Activity -> Answer with only the number of lines below where "sizing" appears.

Stored data entries:
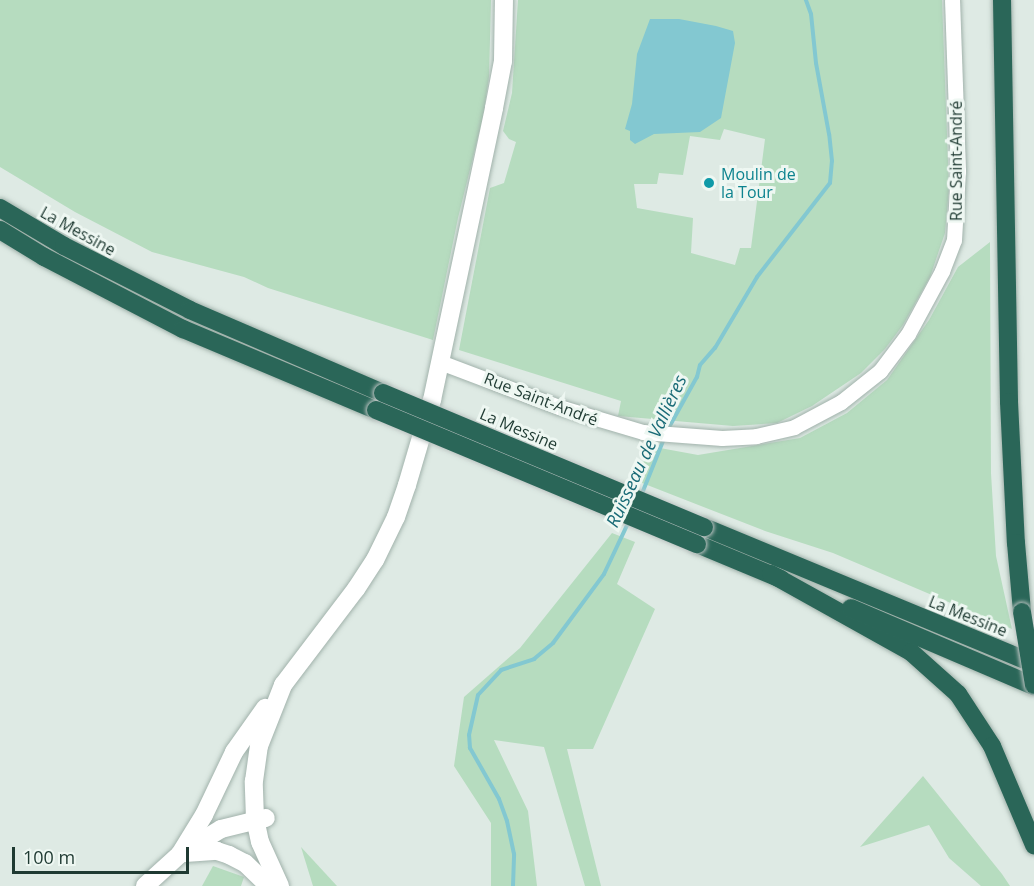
<!DOCTYPE html>
<html>
<head>
<meta charset="utf-8">
<style>
	body { margin:0 }
	#map { position:relative; width:1034px; height:886px; overflow:hidden; background:#deeae4; font-family:"Open Sans",sans-serif }
	div>[style] { position:absolute }
	.green>* { inset:0; background:#b6dcbf }
	.water>* { inset:0; background:#83c8d1 }
	.stream>* { height:4px; margin:-2px; padding:0 2px; transform-origin:2px; border-radius:2px; background:#83c8d1 }
	.roads { filter:drop-shadow(0 0 2px #a1b2ab) drop-shadow(0 0 2px #a1b2ab) }
	.tertiary>* { height:15px; margin:-7.5px; padding:0 7.5px; transform-origin:7.5px; border-radius:7.5px; background:#fff }
	.secondary>* { height:18px; margin:-9px; padding:0 9px; transform-origin:9px; border-radius:9px; background:#fff }
	.motorway>* { height:18px; margin:-9px; padding:0 9px; transform-origin:9px; border-radius:9px; background:#2a6658 }
	.bridges { filter:drop-shadow(0 0 2px #bcc4c2) drop-shadow(0 0 2px #bcc4c2) }
	.motorway-bridge>* { height:18px; margin:-9px; padding:0 9px; transform-origin:9px; border-radius:9px; background:#2a6658 }
	.dots>* { width:16px; height:16px; translate:-50% -50%; box-sizing:border-box; border:3px solid #eef7f2; border-radius:50% }
	span { translate:-50% -50%; white-space:nowrap; text-align:center; line-height:1.15; -webkit-text-stroke:6px #eef7f2; paint-order:stroke }
	.street-label { font-size:16px; color:#1f3a32 }
	.culture-label { font-size:16px; color:#0d838f }
	.left { translate:0 -50%; text-align:left }
	.water-label { font-size:18px; color:#186a76; font-style:italic }
	.scale { position:absolute; left:12px; top:847px; width:177px; height:27px; box-sizing:border-box; border:3px solid #1f3a32; border-top:0; padding-left:8px; font-size:18px; line-height:21px; white-space:nowrap; color:#1f3a32; -webkit-text-stroke:4px #eef7f2; paint-order:stroke }
</style>
</head>
<body>
<div id="map">
	<div class="green">
		<div style="clip-path:polygon(0 0,491px 0,489px 77px,483px 117px,458px 218px,433px 340px,268px 288px,244px 277px,152px 252px,75px 212px,0 167px)"></div>
		<div style="clip-path:polygon(evenodd,518px 0,942px 0,949px 188px,945px 233px,930px 277px,903px 325px,885px 349px,861px 373px,812px 406px,777px 423px,733px 426px,618px 416px,621px 401px,459px 350px,490px 188px,504px 183px,516px 142px,509px 139px,503px 131px,512px 93px,518px 0,724px 129px,765px 139px,751px 248px,740px 248px,735px 265px,691px 253px,693px 218px,637px 208px,634px 184px,657px 184px,659px 173px,683px 175px,690px 136px,720px 140px,724px 129px)"></div>
		<div style="clip-path:polygon(990px 242px,991px 473px,996px 556px,1012px 629px,833px 553px,765px 531px,637px 481px,649px 446px,698px 455px,800px 438px,847px 413px,887px 380px,929px 320px,958px 267px)"></div>
		<div style="clip-path:polygon(612px 533px,635px 542px,617px 584px,655px 609px,593px 749px,567px 749px,601px 886px,585px 886px,544px 747px,494px 740px,528px 811px,537px 886px,491px 886px,491px 823px,454px 766px,464px 697px,520px 648px)"></div>
		<div style="clip-path:polygon(923px 776px,1002px 874px,1010px 886px,981px 886px,949px 858px,929px 825px,860px 847px)"></div>
		<div style="clip-path:polygon(301px 847px,337px 886px,313px 886px)"></div>
		<div style="clip-path:polygon(213px 866px,244px 877px,241px 886px,202px 886px)"></div>
	</div>
	<div class="water">
		<div style="clip-path:polygon(650px 19px,679px 19px,716px 26px,733px 31px,735px 43px,721px 118px,700px 132px,654px 134px,635px 144px,630px 140px,630px 131px,625px 129px,632px 104px,637px 54px)"></div>
	</div>
	<div class="stream">
		<div style="left:668px;top:429px;width:60px;rotate:-60.9deg"></div>
		<div style="left:697px;top:377px;width:12px;rotate:-76deg"></div>
		<div style="left:700px;top:365px;width:23px;rotate:-49deg"></div>
		<div style="left:715px;top:348px;width:82px;rotate:-59.4deg"></div>
		<div style="left:757px;top:277px;width:119px;rotate:-52.2deg"></div>
		<div style="left:830px;top:183px;width:22px;rotate:-85deg"></div>
		<div style="left:832px;top:161px;width:27px;rotate:-96deg"></div>
		<div style="left:829px;top:134px;width:72px;rotate:-100.4deg"></div>
		<div style="left:816px;top:63px;width:49px;rotate:-95.8deg"></div>
		<div style="left:811px;top:14px;width:15px;rotate:-110deg"></div>
		<div style="left:641px;top:496px;width:65px;rotate:-68.2deg"></div>
		<div style="left:513px;top:886px;width:32px;rotate:-88deg"></div>
		<div style="left:514px;top:854px;width:34px;rotate:-102deg"></div>
		<div style="left:507px;top:821px;width:23px;rotate:-110deg"></div>
		<div style="left:499px;top:799px;width:59px;rotate:-119.6deg"></div>
		<div style="left:470px;top:748px;width:13px;rotate:-94deg"></div>
		<div style="left:469px;top:735px;width:41px;rotate:-77.3deg"></div>
		<div style="left:478px;top:695px;width:34px;rotate:-47deg"></div>
		<div style="left:501px;top:670px;width:35px;rotate:-18deg"></div>
		<div style="left:534px;top:659px;width:25px;rotate:-40deg"></div>
		<div style="left:553px;top:643px;width:86px;rotate:-53.5deg"></div>
		<div style="left:604px;top:574px;width:59px;rotate:-64.7deg"></div>
	</div>
	<div class="roads">
		<div class="tertiary">
			<div style="left:440px;top:362px;width:127px;rotate:20.7deg"></div>
			<div style="left:559px;top:407px;width:88px;rotate:16.6deg"></div>
			<div style="left:643px;top:432px;width:79px;rotate:4.3deg"></div>
			<div style="left:722px;top:438px;width:34px;rotate:-3deg"></div>
			<div style="left:756px;top:436px;width:39px;rotate:-13deg"></div>
			<div style="left:794px;top:427px;width:53px;rotate:-28deg"></div>
			<div style="left:841px;top:402px;width:50px;rotate:-38.5deg"></div>
			<div style="left:880px;top:371px;width:46px;rotate:-52.9deg"></div>
			<div style="left:908px;top:334px;width:72px;rotate:-61.6deg"></div>
			<div style="left:942px;top:271px;width:33px;rotate:-69deg"></div>
			<div style="left:954px;top:240px;width:69px;rotate:-86.7deg"></div>
			<div style="left:958px;top:171px;width:171px;rotate:-92deg"></div>
		</div>
		<div class="secondary">
			<div style="left:185px;top:853px;width:32px;rotate:-4deg"></div>
			<div style="left:217px;top:851px;width:13px;rotate:18deg"></div>
			<div style="left:229px;top:855px;width:18px;rotate:27deg"></div>
			<div style="left:245px;top:863px;width:33px;rotate:44deg"></div>
			<div style="left:180px;top:854px;width:46px;rotate:-58.4deg"></div>
			<div style="left:204px;top:815px;width:70px;rotate:-64.5deg"></div>
			<div style="left:234px;top:752px;width:54px;rotate:-54.8deg"></div>
			<div style="left:145px;top:886px;width:47px;rotate:-42.4deg"></div>
			<div style="left:180px;top:854px;width:48px;rotate:-31.4deg"></div>
			<div style="left:221px;top:829px;width:46px;rotate:-13.7deg"></div>
			<div style="left:280px;top:886px;width:48px;rotate:-114.4deg"></div>
			<div style="left:260px;top:842px;width:24px;rotate:-102deg"></div>
			<div style="left:255px;top:819px;width:38px;rotate:-92deg"></div>
			<div style="left:254px;top:781px;width:35px;rotate:-82deg"></div>
			<div style="left:259px;top:746px;width:66px;rotate:-68.5deg"></div>
			<div style="left:283px;top:685px;width:121px;rotate:-52.8deg"></div>
			<div style="left:356px;top:589px;width:35px;rotate:-57deg"></div>
			<div style="left:375px;top:560px;width:48px;rotate:-64deg"></div>
			<div style="left:396px;top:517px;width:34px;rotate:-71deg"></div>
			<div style="left:407px;top:485px;width:89px;rotate:-73.6deg"></div>
			<div style="left:432px;top:400px;width:299px;rotate:-78deg"></div>
			<div style="left:494px;top:108px;width:48px;rotate:-79.2deg"></div>
			<div style="left:503px;top:61px;width:61px;rotate:-89.1deg"></div>
		</div>
		<div class="motorway">
			<div style="left:1002px;top:0;width:402px;rotate:89deg"></div>
			<div style="left:1009px;top:402px;width:141px;rotate:87.2deg"></div>
			<div style="left:1016px;top:543px;width:69px;rotate:85deg"></div>
			<div style="left:0;top:208px;width:74px;rotate:30.7deg"></div>
			<div style="left:64px;top:246px;width:141px;rotate:26.9deg"></div>
			<div style="left:190px;top:310px;width:210px;rotate:23.3deg"></div>
			<div style="left:0;top:230px;width:52px;rotate:31.5deg"></div>
			<div style="left:44px;top:257px;width:157px;rotate:27.4deg"></div>
			<div style="left:183px;top:329px;width:209px;rotate:22.8deg"></div>
			<div style="left:704px;top:527px;width:357px;rotate:22.5deg"></div>
			<div style="left:697px;top:544px;width:91px;rotate:22.6deg"></div>
			<div style="left:771px;top:574px;width:160px;rotate:29.1deg"></div>
			<div style="left:911px;top:652px;width:63px;rotate:41.8deg"></div>
			<div style="left:958px;top:694px;width:62px;rotate:56.8deg"></div>
			<div style="left:992px;top:746px;width:108px;rotate:67deg"></div>
			<div style="left:851px;top:608px;width:199px;rotate:23.1deg"></div>
		</div>
	</div>
	<div class="bridges">
		<div class="motorway-bridge">
			<div style="left:383px;top:393px;width:348px;rotate:22.7deg"></div>
			<div style="left:376px;top:410px;width:348px;rotate:22.7deg"></div>
			<div style="left:1022px;top:612px;width:74px;rotate:80.7deg"></div>
		</div>
	</div>
	<div class="dots">
		<div style="left:709px;top:183px;background:#0f9aa8"></div>
	</div>
	<div class="street-label">
		<span style="left:956px;top:161px;rotate:-90deg">Rue Saint-André</span>
		<span style="left:78px;top:231px;rotate:29deg">La Messine</span>
		<span style="left:541px;top:399px;rotate:21deg">Rue Saint-André</span>
		<span style="left:519px;top:429px;rotate:23deg">La Messine</span>
		<span style="left:968px;top:616px;rotate:22deg">La Messine</span>
	</div>
	<div class="culture-label">
		<span class="left" style="left:721px;top:183px">Moulin de<br>la Tour</span>
	</div>
	<div class="water-label">
		<span style="left:646px;top:451px;rotate:-65deg">Ruisseau de Vallières</span>
	</div>
	<div class="scale">100 m</div>
</div>
</body>
</html>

Answer -> 2